O deputado, o filme pornô e o homem nu

Humberto Dantas

05 de outubro de 2017 | 07h20

Num mundo cada dia mais individualista e tecnológico é comum que um deputado federal seja flagrado no plenário da Câmara assistindo a um filme pornográfico na tela de seu celular. O tema não se restringe ao parlamento nacional, e já tratamos de histórias de vereadores fazendo o mesmo localmente. Obviamente o “comum” que deu início à primeira frase é irônico até dizer basta. Quebra de decoro é o mínimo que poderíamos esperar de um sujeito que ocupa o tempo que lhe é pago com dinheiro público para, no mais relevante espaço público da democracia, de posse de um celular que provavelmente é pago com dinheiro público, assistir um filminho pornô básico. Isso ocorreu em 2015, envolvendo deputado que em 2017 se encheu de moral pra ir à tribuna da Câmara gritar que merece apanhar quem apoia a exposição do MAM de São Paulo em que um homem se mostrava nu – fosse uma mulher e o universo machista tosco estaria em silêncio, ou melhor, em êxtase.

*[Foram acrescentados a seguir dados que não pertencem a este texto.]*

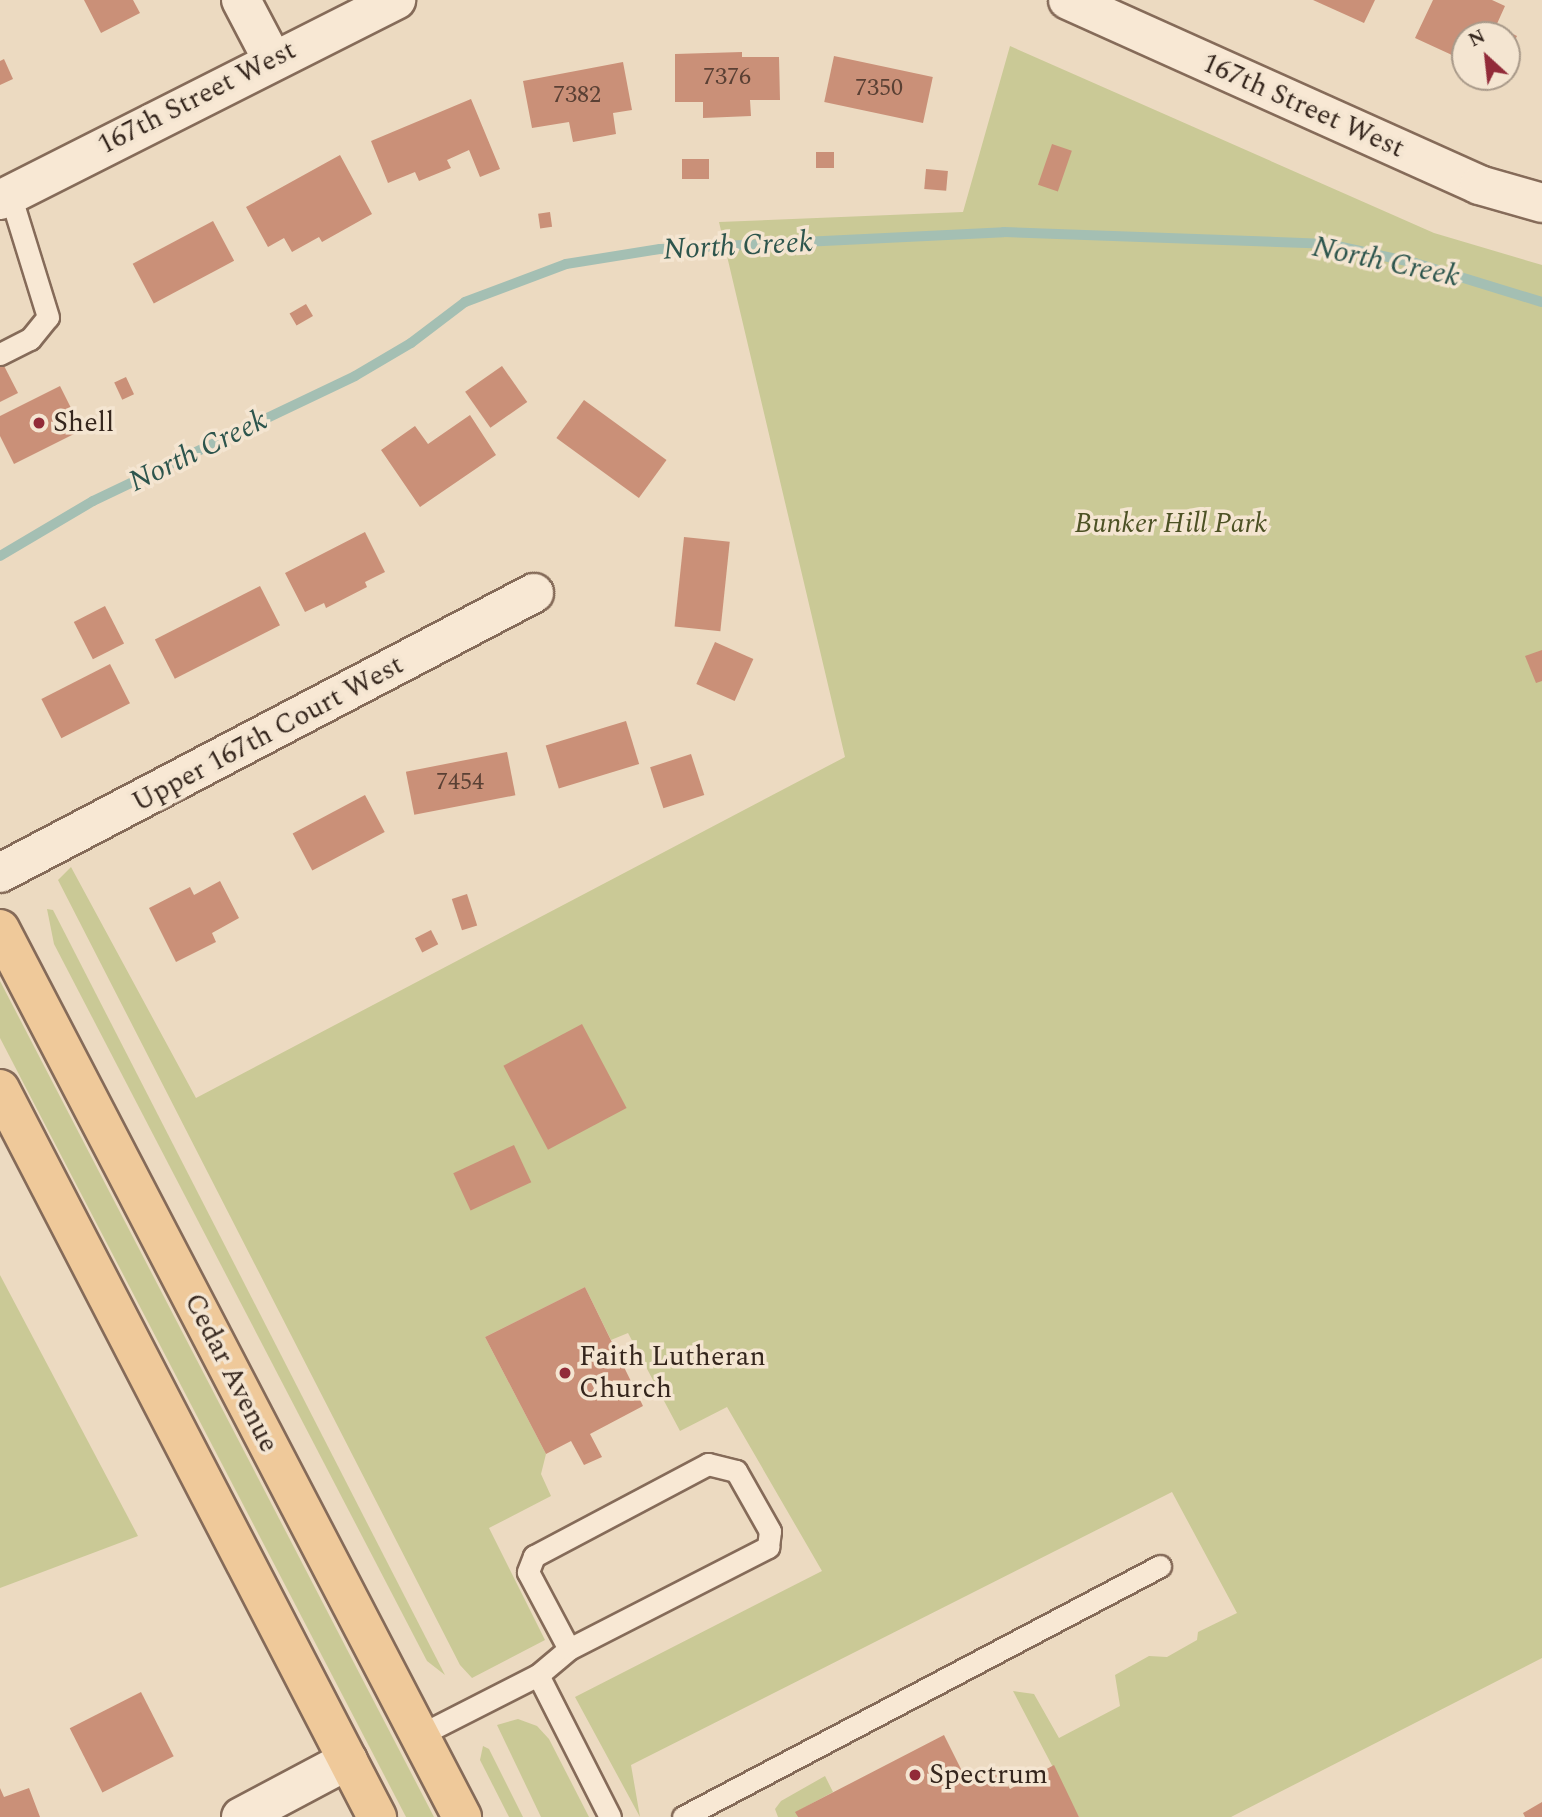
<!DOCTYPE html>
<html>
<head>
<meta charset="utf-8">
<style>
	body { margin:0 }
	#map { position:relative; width:1542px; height:1817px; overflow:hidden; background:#ecdac1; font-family:Spectral,serif }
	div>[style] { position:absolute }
	.green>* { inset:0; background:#cac996 }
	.stream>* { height:10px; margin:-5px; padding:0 5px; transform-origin:5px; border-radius:5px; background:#a4bfb3 }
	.building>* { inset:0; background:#ca9078; transform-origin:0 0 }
	.roads { filter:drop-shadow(2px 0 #856b59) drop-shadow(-2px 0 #856b59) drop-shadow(0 2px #856b59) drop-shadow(0 -2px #856b59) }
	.service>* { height:21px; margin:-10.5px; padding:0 10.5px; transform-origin:10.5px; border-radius:10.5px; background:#f8e8d4 }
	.minor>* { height:38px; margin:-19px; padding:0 19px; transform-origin:19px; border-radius:19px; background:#f8e8d4 }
	.primary>* { height:38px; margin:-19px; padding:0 19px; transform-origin:19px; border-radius:19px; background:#efc99a }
	.dots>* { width:19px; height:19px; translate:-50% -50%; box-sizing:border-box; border:4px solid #f4e5d1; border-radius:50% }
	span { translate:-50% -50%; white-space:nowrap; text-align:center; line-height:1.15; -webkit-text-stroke:7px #f4e5d1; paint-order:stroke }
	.number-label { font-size:24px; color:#5a4034 }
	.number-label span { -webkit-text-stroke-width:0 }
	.street-label { font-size:28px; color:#35261d }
	.poi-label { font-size:28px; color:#35261d }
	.left { translate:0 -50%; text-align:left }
	.park-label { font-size:28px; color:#4c5124; font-style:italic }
	.water-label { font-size:30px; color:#2d554d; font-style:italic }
	.north { position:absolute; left:1451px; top:21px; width:70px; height:70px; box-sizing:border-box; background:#f4e5d1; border:2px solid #a89989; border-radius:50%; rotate:333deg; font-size:19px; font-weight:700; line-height:28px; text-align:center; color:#35261d }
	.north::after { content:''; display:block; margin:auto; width:24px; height:32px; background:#922b39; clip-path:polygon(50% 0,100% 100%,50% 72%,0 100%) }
</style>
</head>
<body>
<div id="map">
	<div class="green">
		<i style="clip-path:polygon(1010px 46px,1434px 233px,1542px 265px,1542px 1658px,1231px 1817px,1079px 1817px,1013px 1691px,1034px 1694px,1059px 1738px,1120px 1706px,1115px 1675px,1149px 1656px,1167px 1657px,1197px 1640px,1198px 1632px,1237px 1613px,1172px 1492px,631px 1765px,640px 1817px,575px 1697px,822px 1571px,727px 1407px,680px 1431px,628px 1333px,611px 1340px,585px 1287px,485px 1337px,546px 1454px,541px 1474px,551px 1496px,489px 1528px,545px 1640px,472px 1678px,460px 1665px,58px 880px,71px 867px,196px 1098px,845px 757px,719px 222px,963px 212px)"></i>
		<i style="clip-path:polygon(47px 909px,53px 910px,445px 1675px,427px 1661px,54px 944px)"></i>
		<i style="clip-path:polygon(0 981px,434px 1817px,406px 1817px,39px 1113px,0 1038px)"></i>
		<i style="clip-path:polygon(0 1275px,138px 1536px,0 1588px)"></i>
		<i style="clip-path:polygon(518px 1719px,537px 1726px,549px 1739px,589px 1817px,541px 1817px,497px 1725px)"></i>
		<i style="clip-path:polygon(483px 1746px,489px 1749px,523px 1817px,509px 1817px,480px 1760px)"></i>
		<i style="clip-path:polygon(825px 1776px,833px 1792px,796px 1812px,798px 1817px,778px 1817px,775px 1809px,781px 1801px)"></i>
	</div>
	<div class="stream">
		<i style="left:0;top:556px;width:108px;rotate:-30.6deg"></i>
		<i style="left:93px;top:501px;width:290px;rotate:-25.5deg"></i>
		<i style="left:355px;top:376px;width:65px;rotate:-30.5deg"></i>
		<i style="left:411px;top:343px;width:68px;rotate:-37.2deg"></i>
		<i style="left:465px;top:302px;width:108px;rotate:-20.6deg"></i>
		<i style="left:566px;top:264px;width:95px;rotate:-9.1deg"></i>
		<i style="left:660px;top:249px;width:344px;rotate:-2.8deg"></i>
		<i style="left:1004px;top:232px;width:324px;rotate:2.1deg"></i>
		<i style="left:1328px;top:244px;width:89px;rotate:12.3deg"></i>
		<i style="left:1415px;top:263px;width:133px;rotate:17.1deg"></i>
	</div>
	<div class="building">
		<i style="clip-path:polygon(84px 0,133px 0,140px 13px,101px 33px)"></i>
		<i style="clip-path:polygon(1313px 0,1375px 0,1364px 23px)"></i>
		<i style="clip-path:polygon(1433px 0,1492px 0,1505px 6px,1496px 26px,1517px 36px,1507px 56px,1507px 35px,1465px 35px,1465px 61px,1415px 38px)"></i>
		<i style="clip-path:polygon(742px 52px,742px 57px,779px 57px,780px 100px,750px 100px,751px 116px,703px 118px,703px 102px,675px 102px,675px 54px)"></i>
		<i style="left:834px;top:56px;width:101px;height:47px;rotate:12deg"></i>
		<i style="clip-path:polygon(4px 59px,13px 79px,0 85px,0 61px)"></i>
		<i style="clip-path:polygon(623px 62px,632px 110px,613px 113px,616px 134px,573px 142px,569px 122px,532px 128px,523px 81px)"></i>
		<i style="clip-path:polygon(471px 99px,500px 169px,480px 177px,469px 150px,447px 160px,451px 168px,419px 181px,415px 172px,388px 183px,371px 141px)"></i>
		<i style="left:1052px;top:144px;width:21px;height:43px;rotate:19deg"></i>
		<i style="left:816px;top:152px;width:18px;height:16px"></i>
		<i style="clip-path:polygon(340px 155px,372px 214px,322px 242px,319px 237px,292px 252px,284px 238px,268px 247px,246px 207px)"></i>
		<i style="left:709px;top:159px;width:20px;height:27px;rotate:90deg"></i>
		<i style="left:926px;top:169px;width:22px;height:20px;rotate:5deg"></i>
		<i style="left:550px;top:212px;width:15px;height:12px;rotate:82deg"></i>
		<i style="left:213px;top:221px;width:45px;height:91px;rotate:62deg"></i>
		<i style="left:306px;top:304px;width:14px;height:19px;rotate:60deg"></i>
		<i style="clip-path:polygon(0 358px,18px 393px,0 402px)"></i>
		<i style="left:502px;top:366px;width:44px;height:45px;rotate:55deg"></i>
		<i style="left:126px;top:377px;width:19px;height:13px;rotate:65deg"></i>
		<i style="clip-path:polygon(60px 386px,82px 430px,14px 464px,0 436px,0 416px)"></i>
		<i style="left:584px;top:400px;width:102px;height:47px;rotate:36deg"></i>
		<i style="clip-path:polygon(470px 415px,496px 455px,420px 507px,381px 450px,415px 426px,428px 444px)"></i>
		<i style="clip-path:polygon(365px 532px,385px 572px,365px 582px,367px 587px,326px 608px,324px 603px,305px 612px,285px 573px)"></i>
		<i style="left:684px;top:537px;width:46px;height:90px;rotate:6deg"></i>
		<i style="left:260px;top:586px;width:44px;height:118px;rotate:63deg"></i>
		<i style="left:105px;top:606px;width:42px;height:35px;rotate:63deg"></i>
		<i style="left:715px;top:642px;width:42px;height:46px;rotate:24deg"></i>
		<i style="clip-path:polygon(1542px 650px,1542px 681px,1536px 683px,1525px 656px)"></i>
		<i style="left:110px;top:664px;width:44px;height:77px;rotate:63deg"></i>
		<i style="left:626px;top:721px;width:45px;height:84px;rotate:73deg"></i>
		<i style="left:507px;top:752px;width:44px;height:103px;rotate:79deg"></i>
		<i style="left:691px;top:754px;width:43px;height:43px;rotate:72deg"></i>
		<i style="left:365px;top:795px;width:42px;height:82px;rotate:62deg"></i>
		<i style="clip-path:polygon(220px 881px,239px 918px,212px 933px,216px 942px,176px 962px,149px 908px,190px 887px,194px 895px)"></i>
		<i style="left:467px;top:894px;width:33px;height:16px;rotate:72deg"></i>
		<i style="left:431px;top:930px;width:16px;height:18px;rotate:63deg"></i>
		<i style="left:582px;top:1024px;width:95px;height:89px;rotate:62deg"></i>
		<i style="left:514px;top:1145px;width:41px;height:67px;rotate:65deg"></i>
		<i style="clip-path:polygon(585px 1287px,643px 1406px,590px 1434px,602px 1457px,584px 1465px,571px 1441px,546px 1454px,485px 1337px)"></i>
		<i style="left:141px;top:1692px;width:72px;height:80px;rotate:63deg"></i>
		<i style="clip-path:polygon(944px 1735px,968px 1783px,998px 1768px,1010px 1789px,1054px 1765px,1079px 1817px,798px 1817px,795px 1812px)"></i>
		<i style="clip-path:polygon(0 1788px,4px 1797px,29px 1788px,40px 1817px,0 1817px)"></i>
		<i style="clip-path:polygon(1542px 1802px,1542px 1817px,1525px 1817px,1523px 1813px)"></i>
	</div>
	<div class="roads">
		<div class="service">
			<i style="left:0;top:354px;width:34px;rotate:-27deg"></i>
			<i style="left:30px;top:339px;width:28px;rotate:-51deg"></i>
			<i style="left:48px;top:317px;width:129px;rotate:-107.2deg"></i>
			<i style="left:538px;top:1675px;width:159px;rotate:63.1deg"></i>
			<i style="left:420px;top:1735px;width:132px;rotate:-27deg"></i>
			<i style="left:538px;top:1675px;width:40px;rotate:-40deg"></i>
			<i style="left:569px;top:1649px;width:224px;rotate:-27.1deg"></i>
			<i style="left:768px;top:1547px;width:16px;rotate:-83deg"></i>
			<i style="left:770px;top:1531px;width:69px;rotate:-119.5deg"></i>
			<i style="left:736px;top:1471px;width:29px;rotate:-166deg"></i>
			<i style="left:708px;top:1464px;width:197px;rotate:152.1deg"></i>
			<i style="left:534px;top:1556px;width:17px;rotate:111deg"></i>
			<i style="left:528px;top:1572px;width:87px;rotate:62deg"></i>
			<i style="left:683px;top:1817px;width:539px;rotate:-27.75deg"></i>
		</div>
		<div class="minor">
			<i style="left:241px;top:0;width:67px;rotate:62.3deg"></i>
			<i style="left:1068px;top:0;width:451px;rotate:24.2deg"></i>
			<i style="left:1479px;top:185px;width:66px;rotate:15.9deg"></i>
			<i style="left:0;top:200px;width:444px;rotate:-26.8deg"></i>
			<i style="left:0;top:873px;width:603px;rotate:-27.67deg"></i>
			<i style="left:241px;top:1817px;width:121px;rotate:-28deg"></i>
		</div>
		<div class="primary">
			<i style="left:0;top:929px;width:1001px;rotate:62.51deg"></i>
			<i style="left:0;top:1089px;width:820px;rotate:62.62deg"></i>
		</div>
	</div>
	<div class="dots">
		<i style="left:39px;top:423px;background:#922b39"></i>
		<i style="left:565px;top:1373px;background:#922b39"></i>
		<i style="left:915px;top:1775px;background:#922b39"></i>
	</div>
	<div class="number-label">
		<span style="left:727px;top:78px">7376</span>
		<span style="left:879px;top:89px">7350</span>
		<span style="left:577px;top:96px">7382</span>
		<span style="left:460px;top:783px">7454</span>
	</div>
	<div class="street-label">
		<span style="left:197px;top:98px;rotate:-27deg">167th Street West</span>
		<span style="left:1303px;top:106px;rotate:24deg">167th Street West</span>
		<span style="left:268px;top:734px;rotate:-28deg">Upper 167th Court West</span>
		<span style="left:231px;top:1373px;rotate:63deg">Cedar Avenue</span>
	</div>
	<div class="poi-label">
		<span class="left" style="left:53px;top:423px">Shell</span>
		<span class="left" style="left:579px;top:1373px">Faith Lutheran<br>Church</span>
		<span class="left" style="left:929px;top:1775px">Spectrum</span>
	</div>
	<div class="park-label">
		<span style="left:1171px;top:524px">Bunker Hill Park</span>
	</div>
	<div class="water-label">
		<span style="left:738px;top:246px;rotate:-3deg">North Creek</span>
		<span style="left:1386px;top:262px;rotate:12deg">North Creek</span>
		<span style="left:198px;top:451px;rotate:-26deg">North Creek</span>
	</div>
	<div class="north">N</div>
</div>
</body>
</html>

Claro que o deputado que gosta de uma “sacanagem elementar” não utilizou termos elegantes em seu discurso. Palavras como “cacete” e “porrada”, literalmente comuns no tipo de cinema que lhe agrada, foram usados. E novamente NADA de quebra de decoro. Ameaçar, intimidar, açoitar moralmente quem considera o que se viu no MAM como arte também não representa qualquer afronta ao decoro. O parlamentar, certamente, vai defender que ARTE é aquilo que o agrada e, por isso, como tem imunidade pra falar a asneira que deseja, também imagina que possa assistir seu cineminha de romance intensificado e bravatear sua masculinidade intensa em discursos inflamados. A ARTE que agrada a ele é a permitida. Mas e que lhe desagrada? Essa não pode! Ou seja: o inferno é o outro. E viva a intolerância típica de quem representa 1/513 do que existe de mais simbólico em matéria de democracia.

Mas vamos tentar equilibrar um pouco isso. O que é arte? Milhares de páginas e não chegaremos a um consenso. Seja lá o que for, o fato é que quando se tem clareza acerca do que teremos diante de nós não podemos reclamar do que vimos. O MAM informou de forma extenuante às reportagens que se sucederam ao mais idiota caso polêmico recente, ao símbolo mais tosco de controle alheio, ao conservadorismo podre e à moral enviesada que: EXISTIA UMA PLACA NA PORTA DA SALA ONDE O ARTISTA ESTAVA NU DESTACANDO QUE NAQUELE ESPAÇO HAVIA NUDEZ.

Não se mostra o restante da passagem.